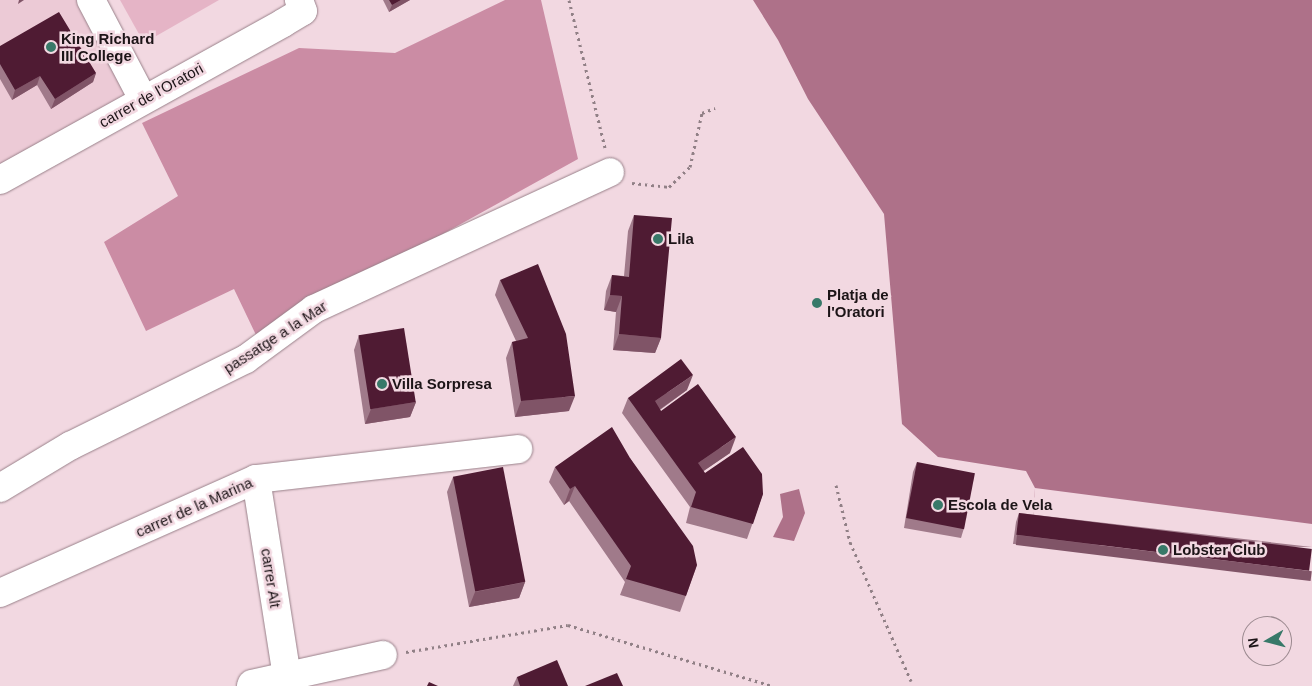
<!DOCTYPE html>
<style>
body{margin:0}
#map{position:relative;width:1312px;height:686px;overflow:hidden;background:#f2d8e1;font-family:Arial,sans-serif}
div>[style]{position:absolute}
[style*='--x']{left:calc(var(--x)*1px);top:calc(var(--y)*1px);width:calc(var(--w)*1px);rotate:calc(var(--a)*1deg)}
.built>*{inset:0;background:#eccad6}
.green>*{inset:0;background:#e5b4c6}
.forest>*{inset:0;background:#cb8ca4}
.water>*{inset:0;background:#ae7189}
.pier>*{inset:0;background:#f2d8e1}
.path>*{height:3px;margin-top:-1.5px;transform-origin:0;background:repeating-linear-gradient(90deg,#918086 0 2.5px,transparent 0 6.5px)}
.roads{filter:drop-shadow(0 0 1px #99818a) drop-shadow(0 0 1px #99818a)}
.minor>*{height:28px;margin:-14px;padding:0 14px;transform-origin:14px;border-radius:14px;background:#fff}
.wall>*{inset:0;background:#a07a8a}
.shaded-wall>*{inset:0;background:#805467;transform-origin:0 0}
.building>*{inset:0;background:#4f1b33;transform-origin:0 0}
.dots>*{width:14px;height:14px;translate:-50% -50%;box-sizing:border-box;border:2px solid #f2d8e1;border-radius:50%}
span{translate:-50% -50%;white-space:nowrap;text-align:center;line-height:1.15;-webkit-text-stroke:5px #f2d8e1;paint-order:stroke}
.poi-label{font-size:15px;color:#1c1417;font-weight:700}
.left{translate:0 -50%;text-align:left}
.street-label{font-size:15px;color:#1c1417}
.north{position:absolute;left:1242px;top:616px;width:50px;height:50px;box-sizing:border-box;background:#f2d8e1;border:1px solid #9c8a90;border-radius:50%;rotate:262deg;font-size:14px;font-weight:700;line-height:20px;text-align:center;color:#1c1417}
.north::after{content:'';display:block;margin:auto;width:18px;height:22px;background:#387969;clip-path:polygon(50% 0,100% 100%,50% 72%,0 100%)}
</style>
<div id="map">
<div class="built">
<div style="clip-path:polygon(0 0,76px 0,128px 95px,0 168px)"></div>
</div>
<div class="green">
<div style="clip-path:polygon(120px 0,219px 0,144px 43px)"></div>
</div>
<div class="forest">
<div style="clip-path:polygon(505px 0,541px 0,578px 159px,257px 337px,234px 289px,146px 331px,104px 242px,178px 196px,142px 123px,299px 48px,395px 53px)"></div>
</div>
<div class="water">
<div style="clip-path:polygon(753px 0,1312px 0,1312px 558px,1033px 530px,1035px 488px,1026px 471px,938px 457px,902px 424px,884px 214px,808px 99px,778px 40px)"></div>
<div style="clip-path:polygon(799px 489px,805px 513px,794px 541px,773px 537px,783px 517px,780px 494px)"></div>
</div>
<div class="pier">
<div style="clip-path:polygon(1035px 488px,1312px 524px,1312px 558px,1033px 530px)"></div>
</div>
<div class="path">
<div style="--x:569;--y:0;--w:152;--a:76.3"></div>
<div style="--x:632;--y:183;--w:37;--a:6"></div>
<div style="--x:669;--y:187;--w:29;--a:-44"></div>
<div style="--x:690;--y:167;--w:55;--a:-77.5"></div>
<div style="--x:702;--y:113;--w:14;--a:-21"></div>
<div style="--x:836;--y:485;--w:59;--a:76.2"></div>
<div style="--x:850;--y:542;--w:152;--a:66.3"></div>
<div style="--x:406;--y:652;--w:164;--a:-9.5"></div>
<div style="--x:568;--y:625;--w:213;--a:16.6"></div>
</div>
<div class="roads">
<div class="minor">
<div style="--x:91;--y:0;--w:112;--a:62.3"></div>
<div style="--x:0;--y:180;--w:324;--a:-29"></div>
<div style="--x:283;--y:23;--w:23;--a:-31"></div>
<div style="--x:303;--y:11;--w:12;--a:-110"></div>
<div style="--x:256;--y:479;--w:199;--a:81.1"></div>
<div style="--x:0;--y:488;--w:82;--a:-31"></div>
<div style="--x:70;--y:446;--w:196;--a:-26.3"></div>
<div style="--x:246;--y:359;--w:84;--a:-36.3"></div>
<div style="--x:314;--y:309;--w:326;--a:-24.8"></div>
<div style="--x:0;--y:593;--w:280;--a:-24"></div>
<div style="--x:256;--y:479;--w:264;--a:-6.5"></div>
<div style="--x:251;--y:686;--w:2;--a:-63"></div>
<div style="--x:252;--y:684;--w:134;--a:-12.5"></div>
</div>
</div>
<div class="wall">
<div style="clip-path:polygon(383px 0,410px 0,389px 12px)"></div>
<div style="clip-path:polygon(0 46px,96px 73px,93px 82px,51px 109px,37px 85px,12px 100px,0 79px)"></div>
<div style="clip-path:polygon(634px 215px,661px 338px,655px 353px,613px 350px,616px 312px,604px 310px,606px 291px,612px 275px,624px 276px,628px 231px)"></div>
<div style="clip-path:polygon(500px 280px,569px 411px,515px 417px,506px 358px,512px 342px,516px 341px,495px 295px)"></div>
<div style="clip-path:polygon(359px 335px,416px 402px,410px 417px,365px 424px,354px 350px)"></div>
<div style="clip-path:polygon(687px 390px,660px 410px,661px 411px,730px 453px,703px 471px,705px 473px,763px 494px,747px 539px,686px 523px,690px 507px,622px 413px,628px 398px)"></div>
<div style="clip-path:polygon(630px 458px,697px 565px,680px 612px,620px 595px,625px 582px,569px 501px,564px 505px,549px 482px,555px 467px)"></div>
<div style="clip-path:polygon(917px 462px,964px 528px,961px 538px,904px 528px,913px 472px)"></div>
<div style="clip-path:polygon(453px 477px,525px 582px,519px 598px,469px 607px,447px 492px)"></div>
<div style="clip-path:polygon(1019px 513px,1312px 547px,1013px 544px,1016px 522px)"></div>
<div style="clip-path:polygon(517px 677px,568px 686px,513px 686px)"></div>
</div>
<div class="shaded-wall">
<div style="clip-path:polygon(19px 0,24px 0,18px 4px)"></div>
<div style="clip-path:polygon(401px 0,410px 0,389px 12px,392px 5px)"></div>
<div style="clip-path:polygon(96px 73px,93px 82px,51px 109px,55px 99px)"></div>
<div style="clip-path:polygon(40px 76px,37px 85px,12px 100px,15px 90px)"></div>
<div style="clip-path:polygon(610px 295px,622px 296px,616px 312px,604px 310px)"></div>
<div style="clip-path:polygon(619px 334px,661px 338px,655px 353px,613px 350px)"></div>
<div style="clip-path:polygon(693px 375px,687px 390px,649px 417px,655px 401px)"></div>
<div style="clip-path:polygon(575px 396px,569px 411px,515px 417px,521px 401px)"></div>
<div style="clip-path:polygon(416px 402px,410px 417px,365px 424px,371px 409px)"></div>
<div style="clip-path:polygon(736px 437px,730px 453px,692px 479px,698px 463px)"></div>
<div style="clip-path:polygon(575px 486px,569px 501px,564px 505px,570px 489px)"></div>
<div style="left:1017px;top:535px;width:297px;height:10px;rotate:7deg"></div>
<div style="clip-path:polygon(525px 582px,519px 598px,469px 607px,475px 592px)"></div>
</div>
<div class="building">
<div style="clip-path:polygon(389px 0,401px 0,392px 5px)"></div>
<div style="clip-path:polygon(59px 12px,96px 73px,55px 99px,40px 76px,15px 90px,0 64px,0 46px)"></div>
<div style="clip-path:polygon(634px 215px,672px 218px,661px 338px,619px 334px,622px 296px,610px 295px,612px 275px,629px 277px)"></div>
<div style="clip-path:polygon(538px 264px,566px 334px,575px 396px,521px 401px,512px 342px,528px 338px,500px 280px)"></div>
<div style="left:404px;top:328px;width:75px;height:46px;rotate:81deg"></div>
<div style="clip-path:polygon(681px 359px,693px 375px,655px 401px,661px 411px,698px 384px,736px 437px,698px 463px,705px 473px,743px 447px,762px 474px,763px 494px,753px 524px,691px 507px,696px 492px,628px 398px)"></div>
<div style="clip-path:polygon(612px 427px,630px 458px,693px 546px,697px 565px,686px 596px,626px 579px,631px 566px,575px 486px,570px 489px,555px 467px)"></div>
<div style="left:917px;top:462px;width:59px;height:57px;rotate:11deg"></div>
<div style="left:503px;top:467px;width:117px;height:51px;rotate:79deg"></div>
<div style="left:1019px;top:513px;width:295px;height:22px;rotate:7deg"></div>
<div style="clip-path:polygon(557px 660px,568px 686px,520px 686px,517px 677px)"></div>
<div style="clip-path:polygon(617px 673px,623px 686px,585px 686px)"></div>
<div style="clip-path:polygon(429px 682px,438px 686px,427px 686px)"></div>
</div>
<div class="dots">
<div style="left:51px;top:47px;background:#387969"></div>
<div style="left:658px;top:239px;background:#387969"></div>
<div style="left:817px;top:303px;background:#387969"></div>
<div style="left:382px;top:384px;background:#387969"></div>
<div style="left:938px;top:505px;background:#387969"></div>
<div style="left:1163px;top:550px;background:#387969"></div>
</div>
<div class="poi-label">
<span class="left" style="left:61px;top:47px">King Richard<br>III College</span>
<span class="left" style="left:668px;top:239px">Lila</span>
<span class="left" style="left:827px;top:303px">Platja de<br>l'Oratori</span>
<span class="left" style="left:392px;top:384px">Villa Sorpresa</span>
<span class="left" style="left:948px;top:505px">Escola de Vela</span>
<span class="left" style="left:1173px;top:550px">Lobster Club</span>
</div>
<div class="street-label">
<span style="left:151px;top:95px;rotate:-29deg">carrer de l'Oratori</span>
<span style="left:275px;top:337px;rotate:-33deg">passatge a la Mar</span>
<span style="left:194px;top:507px;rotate:-24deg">carrer de la Marina</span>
<span style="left:271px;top:578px;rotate:81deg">carrer Alt</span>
</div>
<div class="north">N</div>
</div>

+---+

◆ **Your goal**: Your reply should be one number, namely how many lines of the material contain "shaded".

◆ **Reply**: 2